• **What you will do**
Print the whole listing, character for character.

• **Record excerpts**
+++

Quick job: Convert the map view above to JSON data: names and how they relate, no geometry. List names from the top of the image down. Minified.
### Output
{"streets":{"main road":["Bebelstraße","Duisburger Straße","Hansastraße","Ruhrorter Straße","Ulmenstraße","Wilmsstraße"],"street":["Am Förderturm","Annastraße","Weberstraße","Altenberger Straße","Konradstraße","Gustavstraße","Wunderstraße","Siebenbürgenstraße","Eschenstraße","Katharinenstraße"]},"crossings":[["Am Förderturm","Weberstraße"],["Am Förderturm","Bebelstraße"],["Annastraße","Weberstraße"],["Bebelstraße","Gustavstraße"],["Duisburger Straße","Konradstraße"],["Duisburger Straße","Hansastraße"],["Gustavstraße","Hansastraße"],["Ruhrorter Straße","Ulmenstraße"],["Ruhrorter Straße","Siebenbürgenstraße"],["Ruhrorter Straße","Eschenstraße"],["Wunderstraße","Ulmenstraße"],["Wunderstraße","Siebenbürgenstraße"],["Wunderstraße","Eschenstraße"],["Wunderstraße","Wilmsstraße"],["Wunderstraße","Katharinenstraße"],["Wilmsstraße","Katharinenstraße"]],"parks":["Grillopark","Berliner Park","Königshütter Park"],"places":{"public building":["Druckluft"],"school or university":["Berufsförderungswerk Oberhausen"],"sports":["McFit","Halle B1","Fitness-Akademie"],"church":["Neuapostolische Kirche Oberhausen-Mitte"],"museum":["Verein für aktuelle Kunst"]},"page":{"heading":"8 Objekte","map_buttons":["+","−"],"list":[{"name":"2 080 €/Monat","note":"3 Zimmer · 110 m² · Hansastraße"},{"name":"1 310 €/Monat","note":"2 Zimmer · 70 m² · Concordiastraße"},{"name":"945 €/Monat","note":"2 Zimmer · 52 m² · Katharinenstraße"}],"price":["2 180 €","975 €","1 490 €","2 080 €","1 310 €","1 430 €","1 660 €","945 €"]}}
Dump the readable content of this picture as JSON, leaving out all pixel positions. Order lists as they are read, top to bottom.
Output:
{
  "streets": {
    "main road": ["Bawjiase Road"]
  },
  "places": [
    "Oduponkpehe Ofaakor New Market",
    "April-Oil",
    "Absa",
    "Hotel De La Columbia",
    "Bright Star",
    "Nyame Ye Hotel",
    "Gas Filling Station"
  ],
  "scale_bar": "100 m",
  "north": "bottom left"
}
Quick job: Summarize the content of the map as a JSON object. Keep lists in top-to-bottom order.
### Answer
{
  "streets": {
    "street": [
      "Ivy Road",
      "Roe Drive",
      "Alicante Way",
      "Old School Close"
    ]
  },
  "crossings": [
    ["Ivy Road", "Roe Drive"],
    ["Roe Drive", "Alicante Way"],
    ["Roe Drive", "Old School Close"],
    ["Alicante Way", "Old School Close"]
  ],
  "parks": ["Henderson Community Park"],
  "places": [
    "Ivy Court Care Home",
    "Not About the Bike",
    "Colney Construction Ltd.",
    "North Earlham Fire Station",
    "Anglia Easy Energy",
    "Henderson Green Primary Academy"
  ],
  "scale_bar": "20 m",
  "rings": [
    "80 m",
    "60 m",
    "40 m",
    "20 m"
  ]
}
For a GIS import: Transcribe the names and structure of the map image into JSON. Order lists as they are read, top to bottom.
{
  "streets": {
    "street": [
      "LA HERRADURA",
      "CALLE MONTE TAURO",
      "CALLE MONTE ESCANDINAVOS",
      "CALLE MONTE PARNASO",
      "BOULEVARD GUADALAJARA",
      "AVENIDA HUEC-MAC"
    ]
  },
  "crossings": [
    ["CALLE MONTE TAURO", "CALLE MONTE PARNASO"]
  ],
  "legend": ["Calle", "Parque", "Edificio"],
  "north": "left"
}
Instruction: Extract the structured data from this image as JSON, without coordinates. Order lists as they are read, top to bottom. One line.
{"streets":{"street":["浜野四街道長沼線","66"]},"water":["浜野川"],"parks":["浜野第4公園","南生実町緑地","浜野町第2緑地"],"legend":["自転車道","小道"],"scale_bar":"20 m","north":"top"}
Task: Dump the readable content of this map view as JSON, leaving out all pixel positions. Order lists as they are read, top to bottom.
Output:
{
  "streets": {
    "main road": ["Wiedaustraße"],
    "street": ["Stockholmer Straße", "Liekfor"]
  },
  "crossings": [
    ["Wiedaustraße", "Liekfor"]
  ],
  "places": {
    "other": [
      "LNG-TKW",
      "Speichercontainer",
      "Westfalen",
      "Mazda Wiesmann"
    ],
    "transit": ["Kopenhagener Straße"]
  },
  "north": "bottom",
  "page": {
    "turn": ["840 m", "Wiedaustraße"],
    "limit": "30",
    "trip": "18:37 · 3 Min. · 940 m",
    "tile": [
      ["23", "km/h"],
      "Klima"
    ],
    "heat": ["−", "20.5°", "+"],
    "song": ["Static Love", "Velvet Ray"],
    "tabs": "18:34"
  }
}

+++

• **Written answer**
Quick job: Convert the map view above to JSON data: names and how they relate, no geometry. List names from the top of the image down. Minified.
### Output
{"streets":{"main road":["Bebelstraße","Duisburger Straße","Hansastraße","Ruhrorter Straße","Ulmenstraße","Wilmsstraße"],"street":["Am Förderturm","Annastraße","Weberstraße","Altenberger Straße","Konradstraße","Gustavstraße","Wunderstraße","Siebenbürgenstraße","Eschenstraße","Katharinenstraße"]},"crossings":[["Am Förderturm","Weberstraße"],["Am Förderturm","Bebelstraße"],["Annastraße","Weberstraße"],["Bebelstraße","Gustavstraße"],["Duisburger Straße","Konradstraße"],["Duisburger Straße","Hansastraße"],["Gustavstraße","Hansastraße"],["Ruhrorter Straße","Ulmenstraße"],["Ruhrorter Straße","Siebenbürgenstraße"],["Ruhrorter Straße","Eschenstraße"],["Wunderstraße","Ulmenstraße"],["Wunderstraße","Siebenbürgenstraße"],["Wunderstraße","Eschenstraße"],["Wunderstraße","Wilmsstraße"],["Wunderstraße","Katharinenstraße"],["Wilmsstraße","Katharinenstraße"]],"parks":["Grillopark","Berliner Park","Königshütter Park"],"places":{"public building":["Druckluft"],"school or university":["Berufsförderungswerk Oberhausen"],"sports":["McFit","Halle B1","Fitness-Akademie"],"church":["Neuapostolische Kirche Oberhausen-Mitte"],"museum":["Verein für aktuelle Kunst"]},"page":{"heading":"8 Objekte","map_buttons":["+","−"],"list":[{"name":"2 080 €/Monat","note":"3 Zimmer · 110 m² · Hansastraße"},{"name":"1 310 €/Monat","note":"2 Zimmer · 70 m² · Concordiastraße"},{"name":"945 €/Monat","note":"2 Zimmer · 52 m² · Katharinenstraße"}],"price":["2 180 €","975 €","1 490 €","2 080 €","1 310 €","1 430 €","1 660 €","945 €"]}}
Dump the readable content of this picture as JSON, leaving out all pixel positions. Order lists as they are read, top to bottom.
Output:
{
  "streets": {
    "main road": ["Bawjiase Road"]
  },
  "places": [
    "Oduponkpehe Ofaakor New Market",
    "April-Oil",
    "Absa",
    "Hotel De La Columbia",
    "Bright Star",
    "Nyame Ye Hotel",
    "Gas Filling Station"
  ],
  "scale_bar": "100 m",
  "north": "bottom left"
}
Quick job: Summarize the content of the map as a JSON object. Keep lists in top-to-bottom order.
### Answer
{
  "streets": {
    "street": [
      "Ivy Road",
      "Roe Drive",
      "Alicante Way",
      "Old School Close"
    ]
  },
  "crossings": [
    ["Ivy Road", "Roe Drive"],
    ["Roe Drive", "Alicante Way"],
    ["Roe Drive", "Old School Close"],
    ["Alicante Way", "Old School Close"]
  ],
  "parks": ["Henderson Community Park"],
  "places": [
    "Ivy Court Care Home",
    "Not About the Bike",
    "Colney Construction Ltd.",
    "North Earlham Fire Station",
    "Anglia Easy Energy",
    "Henderson Green Primary Academy"
  ],
  "scale_bar": "20 m",
  "rings": [
    "80 m",
    "60 m",
    "40 m",
    "20 m"
  ]
}
For a GIS import: Transcribe the names and structure of the map image into JSON. Order lists as they are read, top to bottom.
{
  "streets": {
    "street": [
      "LA HERRADURA",
      "CALLE MONTE TAURO",
      "CALLE MONTE ESCANDINAVOS",
      "CALLE MONTE PARNASO",
      "BOULEVARD GUADALAJARA",
      "AVENIDA HUEC-MAC"
    ]
  },
  "crossings": [
    ["CALLE MONTE TAURO", "CALLE MONTE PARNASO"]
  ],
  "legend": ["Calle", "Parque", "Edificio"],
  "north": "left"
}
Instruction: Extract the structured data from this image as JSON, without coordinates. Order lists as they are read, top to bottom. One line.
{"streets":{"street":["浜野四街道長沼線","66"]},"water":["浜野川"],"parks":["浜野第4公園","南生実町緑地","浜野町第2緑地"],"legend":["自転車道","小道"],"scale_bar":"20 m","north":"top"}
Task: Dump the readable content of this map view as JSON, leaving out all pixel positions. Order lists as they are read, top to bottom.
Output:
{
  "streets": {
    "main road": ["Wiedaustraße"],
    "street": ["Stockholmer Straße", "Liekfor"]
  },
  "crossings": [
    ["Wiedaustraße", "Liekfor"]
  ],
  "places": {
    "other": [
      "LNG-TKW",
      "Speichercontainer",
      "Westfalen",
      "Mazda Wiesmann"
    ],
    "transit": ["Kopenhagener Straße"]
  },
  "north": "bottom",
  "page": {
    "turn": ["840 m", "Wiedaustraße"],
    "limit": "30",
    "trip": "18:37 · 3 Min. · 940 m",
    "tile": [
      ["23", "km/h"],
      "Klima"
    ],
    "heat": ["−", "20.5°", "+"],
    "song": ["Static Love", "Velvet Ray"],
    "tabs": "18:34"
  }
}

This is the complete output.